Взрывной волной в доме выбило все стёкла, а Анну Матвеевну швырнуло на пол. Опомнившись, она нашарила на полу очки, но те были разбиты… От наступившей тишины стало жутко, ибо в ней не слышно было ни плача Галинки, ни голоса Мирочки. Ощупью, едва различая свет, Анна Матвеевна пошла к крыльцу, зовя дочерей. Где-то загрохотало вновь, и похолодело почувствовавшее беду сердце.

Все эти дни лишь об одном молилась она: взять одну её, или хотя бы её и Галинку, и без того намучившуюся на этом свете, но пощадить Мирочку. Она молилась так всякий раз, когда слышала канонаду и ни о чём больше просить не смела.

Выйдя на крыльцо, Анна Матвеевна услышала протяжный вой соседского пса и, качнувшись, закричала срывающимся голосом:

— Галя!

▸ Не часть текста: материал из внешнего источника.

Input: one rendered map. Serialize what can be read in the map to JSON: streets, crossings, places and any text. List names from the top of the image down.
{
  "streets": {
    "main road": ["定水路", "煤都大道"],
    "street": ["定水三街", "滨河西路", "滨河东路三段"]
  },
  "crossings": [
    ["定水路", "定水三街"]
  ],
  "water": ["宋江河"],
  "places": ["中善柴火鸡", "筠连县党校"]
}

Мира! Где вы?!

Там, справа, лавочка, где Галинка любила сидеть среди своих любимых цветов… Лилий, астр, ромашек, колокольчиков… Каких там только не было цветов! Они утешали её своей красотой. Анна Матвеевна вглядывалась в ту сторону, где должна была быть её дочь, но белая пелена, застилавшая её глаза, мешала ей различить хоть что-нибудь.

— Галя! Мира! Отзовитесь!

Только горький, отчаянный вой в ответ.

— Господи, уж не для того ли ты лишил меня зрения, чтобы я не увидела мёртвыми моих дочерей? — прошептала Анна Матвеевна немеющими губами и стала спускаться по ступеням.

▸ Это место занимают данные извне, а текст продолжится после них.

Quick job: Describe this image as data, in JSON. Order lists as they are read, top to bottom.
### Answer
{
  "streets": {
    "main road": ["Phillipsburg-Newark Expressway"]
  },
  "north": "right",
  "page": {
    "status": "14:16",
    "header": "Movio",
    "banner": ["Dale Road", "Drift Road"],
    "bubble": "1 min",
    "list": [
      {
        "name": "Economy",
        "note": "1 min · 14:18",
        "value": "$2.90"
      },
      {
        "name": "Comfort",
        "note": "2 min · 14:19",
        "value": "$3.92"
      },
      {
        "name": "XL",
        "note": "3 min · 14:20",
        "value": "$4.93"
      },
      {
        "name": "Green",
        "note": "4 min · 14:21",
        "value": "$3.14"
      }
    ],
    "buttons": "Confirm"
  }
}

Ступени, однако, оказались коварны, и она споткнулась, упала на колени и бессильно привалилась к стене дома:

— Господи, я ведь ни о чём не просила тебя… Только об одном: Миру, Мирочку пощади! Ведь она — ангел! Тебе ли не знать этого?! Ведь она ни дня, ни часа не жила для себя, а только для других… Для больных, для несчастных… Для тех, кого Ты возлюбил больше всех! Так за что же её?!.. Господи, спаси её! Рази меня! Пошли на мою голову этот проклятый фейерверк! Пусть я приму этот удар! Но только не Мира…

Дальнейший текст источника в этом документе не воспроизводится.